Toward a Theory of Reciprocity: Constructing a Hermeneutic of Relationality for Black Theological Discourse

Team Members/Contributors

Darrius Hills Rice University Contact Me

About this dissertation fellowship

There is a blindspot in black theological method. Particularly, as womanist scholars have correctly observed, black male theologians have not taken seriously the complexities of sexism and gender as central components comprising the terrain of black religious studies in North America. Because of the premium placed upon black male voices and black male-oriented ecclesial and political arrangements within black theological methodology, the trajectory of the discipline, if left unchecked, is doomed to continue the dismissiveness of black female perspectives.
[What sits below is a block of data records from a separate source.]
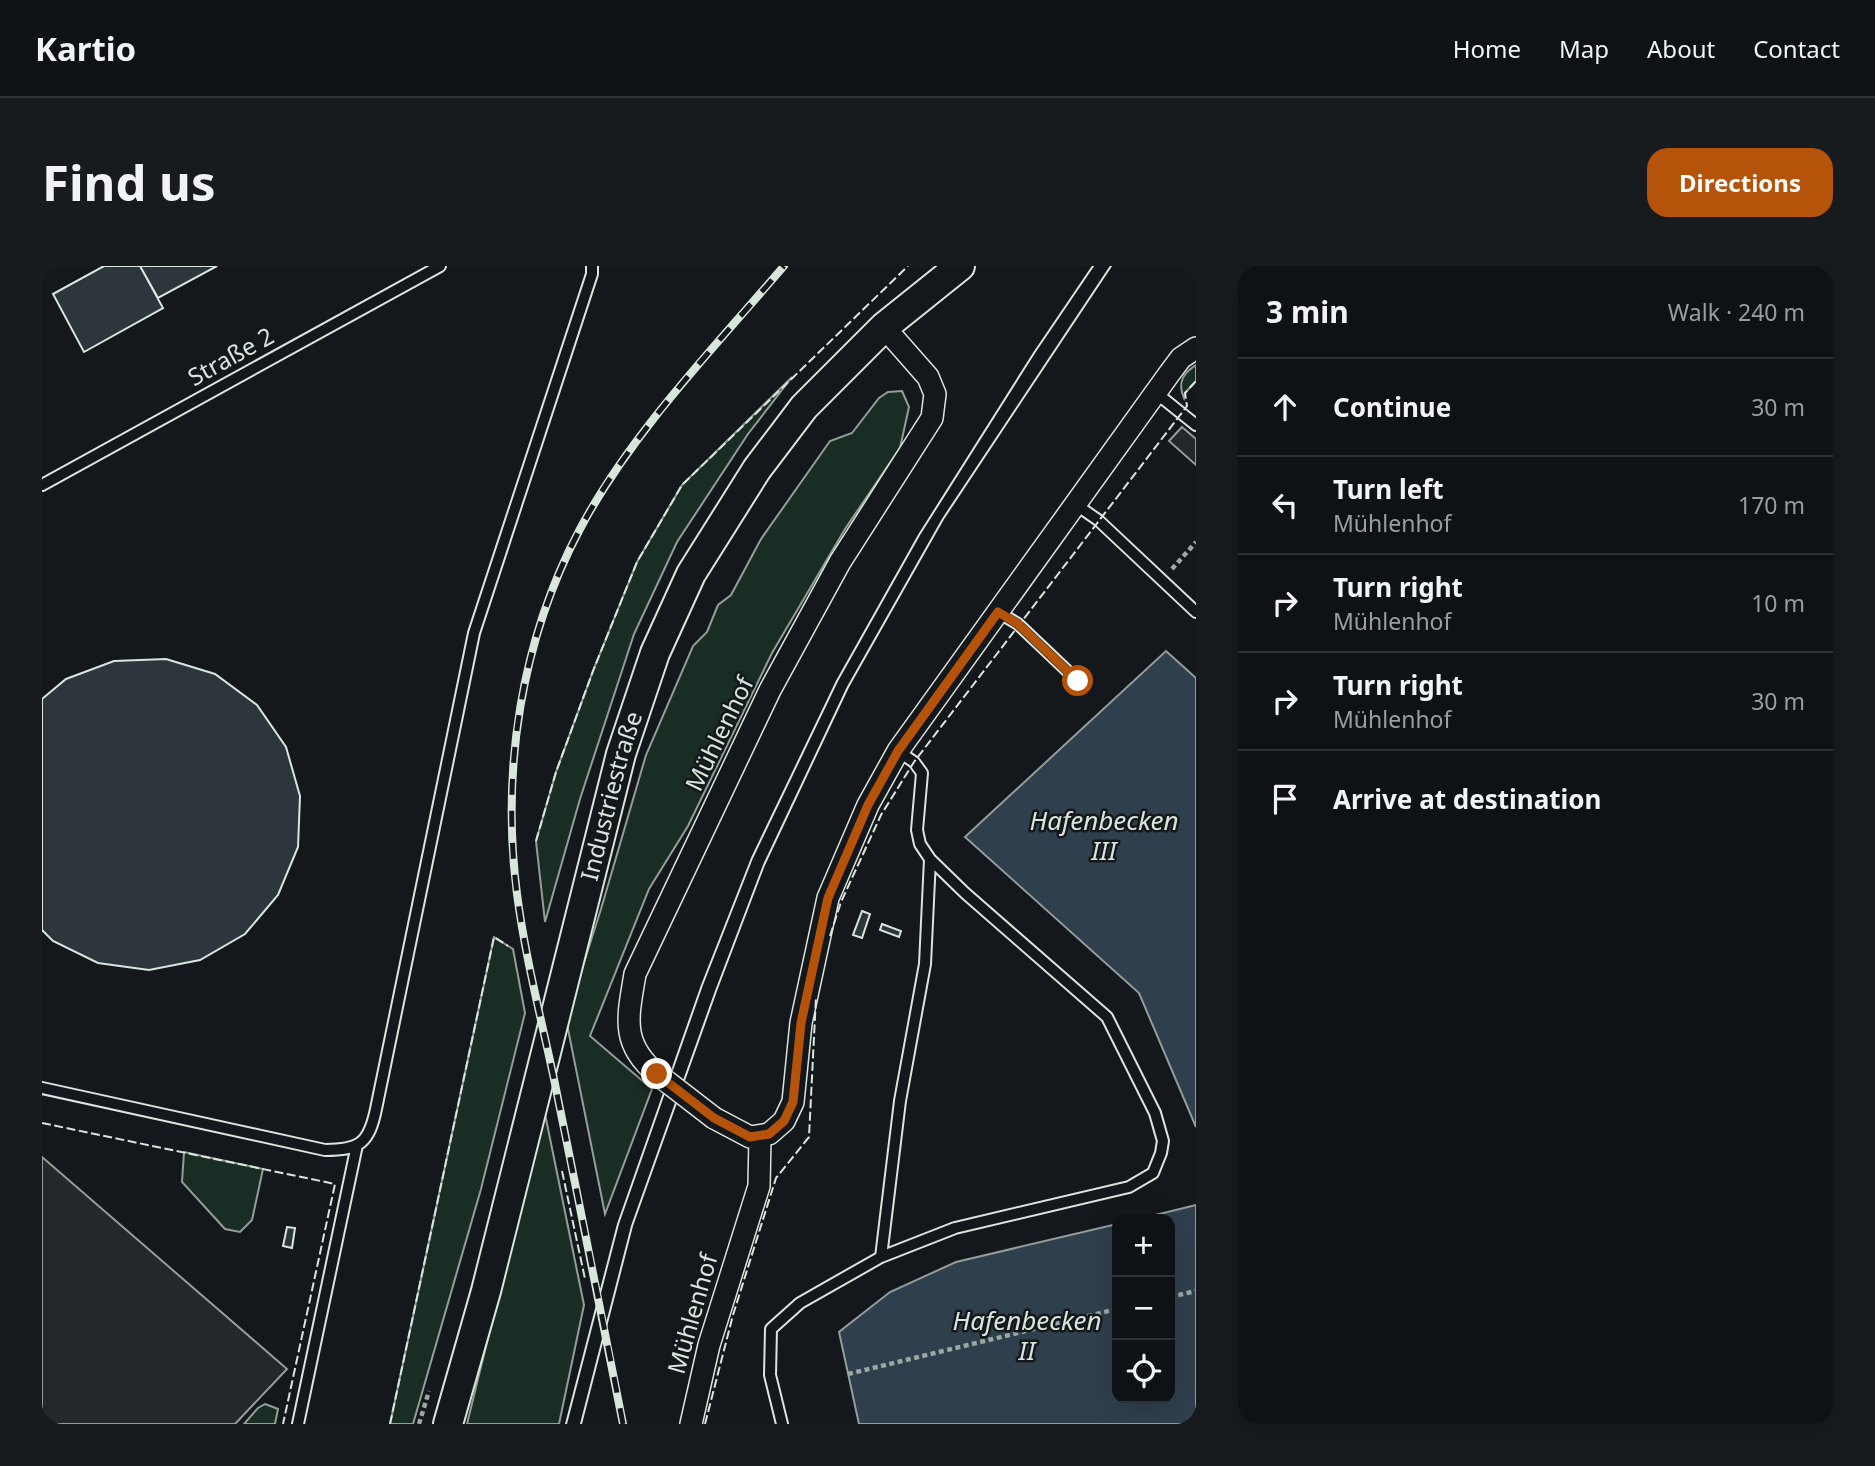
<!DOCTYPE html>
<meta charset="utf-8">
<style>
body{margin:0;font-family:"Noto Sans",sans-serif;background:#181b1e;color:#f1f3f6}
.controls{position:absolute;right:21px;bottom:21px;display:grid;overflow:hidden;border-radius:14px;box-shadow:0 7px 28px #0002}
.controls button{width:63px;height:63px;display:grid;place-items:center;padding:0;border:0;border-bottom:2px solid #2f3234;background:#0f1215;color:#f1f3f6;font:35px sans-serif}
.stop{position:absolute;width:21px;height:21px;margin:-16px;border:5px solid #b45309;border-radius:50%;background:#fff}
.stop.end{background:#b45309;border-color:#fff;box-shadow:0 2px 7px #0008}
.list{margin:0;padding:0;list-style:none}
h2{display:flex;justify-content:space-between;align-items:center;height:91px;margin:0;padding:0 28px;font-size:30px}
h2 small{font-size:23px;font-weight:400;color:#9b9ea0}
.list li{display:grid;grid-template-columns:46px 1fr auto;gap:21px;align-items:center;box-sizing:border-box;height:98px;padding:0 28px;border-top:2px solid #2f3234}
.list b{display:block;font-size:26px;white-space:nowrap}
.list p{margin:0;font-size:23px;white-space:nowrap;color:#9b9ea0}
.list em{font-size:23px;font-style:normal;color:#9b9ea0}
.icon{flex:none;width:38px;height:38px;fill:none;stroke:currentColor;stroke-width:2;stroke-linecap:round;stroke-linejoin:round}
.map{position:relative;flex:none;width:1154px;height:1158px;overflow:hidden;border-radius:21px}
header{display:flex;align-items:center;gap:42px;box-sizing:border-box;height:98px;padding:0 35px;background:#0f1215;border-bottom:2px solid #2f3234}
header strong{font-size:33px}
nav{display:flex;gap:38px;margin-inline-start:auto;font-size:24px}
.intro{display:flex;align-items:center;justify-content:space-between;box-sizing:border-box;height:168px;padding:0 42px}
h1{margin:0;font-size:49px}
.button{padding:18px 32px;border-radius:21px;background:#b45309;color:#fff;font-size:24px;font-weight:700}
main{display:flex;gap:42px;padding:0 42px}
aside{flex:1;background:#0f1215;border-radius:21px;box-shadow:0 7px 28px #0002}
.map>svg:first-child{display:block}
.green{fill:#1a2d24;stroke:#939e99;stroke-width:2}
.parking{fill:#24282b;stroke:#939e99;stroke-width:2}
.water{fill:#2f3f4d;stroke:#939e99;stroke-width:2}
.building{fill:#2c363c;stroke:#d8e6dc;stroke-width:2}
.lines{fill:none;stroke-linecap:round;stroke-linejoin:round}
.lane-casing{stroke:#d8e6dc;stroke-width:14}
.street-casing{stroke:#d8e6dc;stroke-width:24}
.secondary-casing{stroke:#d8e6dc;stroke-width:32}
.path{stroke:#9da8a2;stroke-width:4.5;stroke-dasharray:5 3.5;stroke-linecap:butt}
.lane{stroke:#14181c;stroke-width:10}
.street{stroke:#14181c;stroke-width:21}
.secondary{stroke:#14181c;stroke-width:28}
.tram{stroke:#d8e6dc;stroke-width:2}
.rail-casing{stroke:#d8e6dc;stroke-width:8}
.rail{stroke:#14181c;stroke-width:5;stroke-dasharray:16;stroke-linecap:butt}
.street-bridge-casing{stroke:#d8e6dc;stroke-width:24;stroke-linecap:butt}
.street-bridge{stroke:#14181c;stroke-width:21}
.fence{stroke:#d8e6dc;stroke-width:2;stroke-dasharray:9 3.5;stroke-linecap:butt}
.route{stroke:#b45309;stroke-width:9}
.labels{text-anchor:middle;stroke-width:5;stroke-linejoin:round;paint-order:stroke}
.street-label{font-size:24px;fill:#d8e6dc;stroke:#14181c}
.water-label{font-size:26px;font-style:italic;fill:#d8e6dc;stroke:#14181c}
</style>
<header>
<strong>Kartio</strong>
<nav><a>Home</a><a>Map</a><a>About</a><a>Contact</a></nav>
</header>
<div class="intro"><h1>Find us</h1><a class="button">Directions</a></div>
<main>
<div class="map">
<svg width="1154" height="1158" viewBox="0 0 1154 1158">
<rect width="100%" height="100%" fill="#14181c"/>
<path class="green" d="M1154,99V115L1143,127L1142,132C1135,117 1141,107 1154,99Z
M750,111L706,168L635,276L592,368L538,533L503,656L494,575L514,506L551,405L595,296L640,219Z
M860,125L867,141L858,182L803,263L730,387L646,560L607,623L548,770L610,823L563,948L524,753L559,643L604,489L651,380L665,366L676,339L689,329L719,273L788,175L810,167L837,132L846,126Z
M452,671L471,683L483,747L439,923L371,1158H348Z
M502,843L542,1039L517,1158H425Z
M142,886L221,903L210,954L198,966L183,963L140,916Z
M223,1138L236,1143L233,1158H202L216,1142Z"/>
<path class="parking" d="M1140,161L1154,173V199L1127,175Z
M0,891L245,1103L193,1158H0Z"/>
<path class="water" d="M1124,385L1154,412V861L1097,727L923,571Z
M1154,939V1158H817L797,1066L848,1026L914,996L1075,958V1132H1128V953H1097Z"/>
<path class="building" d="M62,0H98L121,42L42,86L11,28Z
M98,0H175L116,32Z
M124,393L173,408L215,439L244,481L258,530L256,581L236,629L203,668L158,694L107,704L56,697L11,675L0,664V433L24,413L72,395Z
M820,645L828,648L820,672L811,669Z
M840,658L859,665L857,671L838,664Z
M245,961L253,962L250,982L241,980Z"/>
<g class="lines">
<defs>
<path id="lane" d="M1113,126L1154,159
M0,219L398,0
M1033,238L1056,254L1154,346
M956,346L976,358L1036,415
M0,822L283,884C318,884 327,877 334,843L432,367L550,8V0
M839,991L858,835L883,698L888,593
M256,1158L315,879
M740,1158L728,1109L729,1063L758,1037L839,991L913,962L1087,921L1111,907L1119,887L1121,875L1113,847L1065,751L923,627L888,593L878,578L875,564L880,507L872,496L856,485"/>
<path id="street" d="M615,808C578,777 586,751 593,708L728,424L798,296L890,152L893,128L886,111L842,61
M672,852L708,871L727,868L742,855L751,836L759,757L786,632L826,539L856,485L1127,108L1139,92L1154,82
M649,1158L667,1079L717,920L718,871"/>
<g id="secondary">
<path id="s1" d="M406,1158L444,1025L579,488L613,387L649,308L715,203L762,141L842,61L918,0"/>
</g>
</defs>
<use href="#lane" class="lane-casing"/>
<use href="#street" class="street-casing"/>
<use href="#secondary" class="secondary-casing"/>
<path class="path" d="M1130,303L1154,276
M1128,1031L1154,1025
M806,1108L1075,1043
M377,1158L387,1125"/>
<use href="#lane" class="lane"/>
<use href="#street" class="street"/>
<use href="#secondary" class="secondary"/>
<path class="tram" d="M524,1158L576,958L660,719L710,592L795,415L877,269L992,87L1051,0
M539,1158L590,960L674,725L722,599L806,421L901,253L1069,0"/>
<defs>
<path id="rail" d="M581,1158C559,1043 535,928 512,813C499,752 483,690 475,628C459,504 479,374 538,263C589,167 672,82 742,0"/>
</defs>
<use href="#rail" class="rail-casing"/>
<use href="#rail" class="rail"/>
<defs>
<path id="street-bridge" d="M615,808L672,852"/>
</defs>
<use href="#street-bridge" class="street-bridge-casing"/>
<use href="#street-bridge" class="street-bridge"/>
<path class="fence" d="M494,575L514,506L551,405L595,296L640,219L866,0
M788,670L799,636L839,549L872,496L1145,140L1143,127L1154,115
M0,857L293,918L241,1158
M520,905L543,1013
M348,1158L452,671L466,680
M663,1158L691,1049L734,912L767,871L774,731"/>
</g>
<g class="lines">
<path class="route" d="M615,808L672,852L708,871L727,868L742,855L751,836L759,757L786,632L826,539L856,485L956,346L976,358L1036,415"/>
</g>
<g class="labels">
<g class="street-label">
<text transform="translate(189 91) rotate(-29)" y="8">Straße 2</text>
<text transform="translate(678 468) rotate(-64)" y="8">Mühlenhof</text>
<text dy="8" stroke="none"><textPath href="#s1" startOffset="649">Industriestraße</textPath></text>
<text transform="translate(651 1048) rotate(-74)" y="8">Mühlenhof</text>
</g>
<g class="water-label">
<text x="1062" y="564">Hafenbecken<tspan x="1062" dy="30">III</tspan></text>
<text x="985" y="1064">Hafenbecken<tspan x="985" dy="30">II</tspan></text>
</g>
</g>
</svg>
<div class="controls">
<button>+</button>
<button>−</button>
<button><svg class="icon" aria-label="locate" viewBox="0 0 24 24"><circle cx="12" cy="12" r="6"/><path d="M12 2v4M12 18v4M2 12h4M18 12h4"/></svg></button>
</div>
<div class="stop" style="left:1036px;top:415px"></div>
<div class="stop end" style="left:615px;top:808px"></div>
</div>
<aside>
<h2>3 min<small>Walk · 240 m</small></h2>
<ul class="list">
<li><svg class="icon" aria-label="ahead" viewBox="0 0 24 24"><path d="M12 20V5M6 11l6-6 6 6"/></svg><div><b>Continue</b></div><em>30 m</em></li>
<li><svg class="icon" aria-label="left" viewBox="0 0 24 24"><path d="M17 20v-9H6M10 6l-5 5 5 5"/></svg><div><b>Turn left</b><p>Mühlenhof</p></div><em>170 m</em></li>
<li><svg class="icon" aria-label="right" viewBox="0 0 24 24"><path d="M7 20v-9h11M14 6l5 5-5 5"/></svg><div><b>Turn right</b><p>Mühlenhof</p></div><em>10 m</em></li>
<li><svg class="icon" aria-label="right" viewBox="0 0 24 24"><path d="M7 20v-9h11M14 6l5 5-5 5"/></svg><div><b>Turn right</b><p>Mühlenhof</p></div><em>30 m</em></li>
<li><svg class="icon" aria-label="arrive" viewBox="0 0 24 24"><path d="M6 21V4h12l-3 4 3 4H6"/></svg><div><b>Arrive at destination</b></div></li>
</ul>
</aside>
</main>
This project suggests that a plausible alternative in response to the dearth of attention to sexuality and gender within black theological method, involves a reinterpretation of human community. More work is needed to clarify the interior dimensions of the development of human selves in the context of community. To this end, this project frames a modality of human relationality in which the above concerns regarding self-formation and reconstruction are addressed. I argue that black theological method, informed by a theory of reciprocity rooted in womanist conceptions of human relationality, offers the best way to address the lack of critical attention to sex and gender bias. Making use of the dialogical theory of human relationships outlined within Martin Buber's philosophy and the cultural criticism of womanist and black feminist scholars to frame a new interpretation of relationality, I offer a theory of reciprocity meant to expand and breathe new life into black theological discourse and further suggest how a reconstruction of the understanding of human relationships has potential to also reconstruct more harmful manifestations of black male identity and masculinity that often find expression in black Christian communities.